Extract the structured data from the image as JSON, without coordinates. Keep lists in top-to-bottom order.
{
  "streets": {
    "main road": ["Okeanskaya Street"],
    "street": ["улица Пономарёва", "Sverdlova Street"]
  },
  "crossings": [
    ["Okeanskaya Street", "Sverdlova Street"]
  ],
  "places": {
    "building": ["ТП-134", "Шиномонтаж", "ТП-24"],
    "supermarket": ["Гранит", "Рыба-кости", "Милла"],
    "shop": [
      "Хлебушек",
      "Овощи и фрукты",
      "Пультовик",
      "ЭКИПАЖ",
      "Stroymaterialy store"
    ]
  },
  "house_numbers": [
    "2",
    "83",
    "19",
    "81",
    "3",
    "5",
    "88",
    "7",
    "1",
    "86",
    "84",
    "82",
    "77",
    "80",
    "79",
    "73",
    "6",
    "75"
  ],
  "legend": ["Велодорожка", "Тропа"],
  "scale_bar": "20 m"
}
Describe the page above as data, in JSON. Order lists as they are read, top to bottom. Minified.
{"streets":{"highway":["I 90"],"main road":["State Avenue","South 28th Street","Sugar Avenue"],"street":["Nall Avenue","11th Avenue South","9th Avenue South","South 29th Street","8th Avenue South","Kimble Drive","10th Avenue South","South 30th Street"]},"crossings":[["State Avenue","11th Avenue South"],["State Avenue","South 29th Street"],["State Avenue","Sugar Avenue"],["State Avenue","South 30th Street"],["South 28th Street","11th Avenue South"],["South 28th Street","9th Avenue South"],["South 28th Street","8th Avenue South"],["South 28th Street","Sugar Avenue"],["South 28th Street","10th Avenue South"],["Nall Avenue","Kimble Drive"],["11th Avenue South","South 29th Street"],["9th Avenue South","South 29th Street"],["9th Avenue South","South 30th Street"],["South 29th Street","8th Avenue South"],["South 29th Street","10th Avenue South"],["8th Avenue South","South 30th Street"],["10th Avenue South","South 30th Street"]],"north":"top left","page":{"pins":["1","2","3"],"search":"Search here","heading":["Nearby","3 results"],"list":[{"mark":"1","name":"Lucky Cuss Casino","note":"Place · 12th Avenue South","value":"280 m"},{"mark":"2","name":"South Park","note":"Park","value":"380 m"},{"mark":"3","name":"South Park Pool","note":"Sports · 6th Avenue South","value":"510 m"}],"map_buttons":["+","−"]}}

== Instructions to follow ==
Reply by returning the full set of records above exactly.

== Exercise result ==
Extract the structured data from the image as JSON, without coordinates. Keep lists in top-to-bottom order.
{
  "streets": {
    "main road": ["Okeanskaya Street"],
    "street": ["улица Пономарёва", "Sverdlova Street"]
  },
  "crossings": [
    ["Okeanskaya Street", "Sverdlova Street"]
  ],
  "places": {
    "building": ["ТП-134", "Шиномонтаж", "ТП-24"],
    "supermarket": ["Гранит", "Рыба-кости", "Милла"],
    "shop": [
      "Хлебушек",
      "Овощи и фрукты",
      "Пультовик",
      "ЭКИПАЖ",
      "Stroymaterialy store"
    ]
  },
  "house_numbers": [
    "2",
    "83",
    "19",
    "81",
    "3",
    "5",
    "88",
    "7",
    "1",
    "86",
    "84",
    "82",
    "77",
    "80",
    "79",
    "73",
    "6",
    "75"
  ],
  "legend": ["Велодорожка", "Тропа"],
  "scale_bar": "20 m"
}
Describe the page above as data, in JSON. Order lists as they are read, top to bottom. Minified.
{"streets":{"highway":["I 90"],"main road":["State Avenue","South 28th Street","Sugar Avenue"],"street":["Nall Avenue","11th Avenue South","9th Avenue South","South 29th Street","8th Avenue South","Kimble Drive","10th Avenue South","South 30th Street"]},"crossings":[["State Avenue","11th Avenue South"],["State Avenue","South 29th Street"],["State Avenue","Sugar Avenue"],["State Avenue","South 30th Street"],["South 28th Street","11th Avenue South"],["South 28th Street","9th Avenue South"],["South 28th Street","8th Avenue South"],["South 28th Street","Sugar Avenue"],["South 28th Street","10th Avenue South"],["Nall Avenue","Kimble Drive"],["11th Avenue South","South 29th Street"],["9th Avenue South","South 29th Street"],["9th Avenue South","South 30th Street"],["South 29th Street","8th Avenue South"],["South 29th Street","10th Avenue South"],["8th Avenue South","South 30th Street"],["10th Avenue South","South 30th Street"]],"north":"top left","page":{"pins":["1","2","3"],"search":"Search here","heading":["Nearby","3 results"],"list":[{"mark":"1","name":"Lucky Cuss Casino","note":"Place · 12th Avenue South","value":"280 m"},{"mark":"2","name":"South Park","note":"Park","value":"380 m"},{"mark":"3","name":"South Park Pool","note":"Sports · 6th Avenue South","value":"510 m"}],"map_buttons":["+","−"]}}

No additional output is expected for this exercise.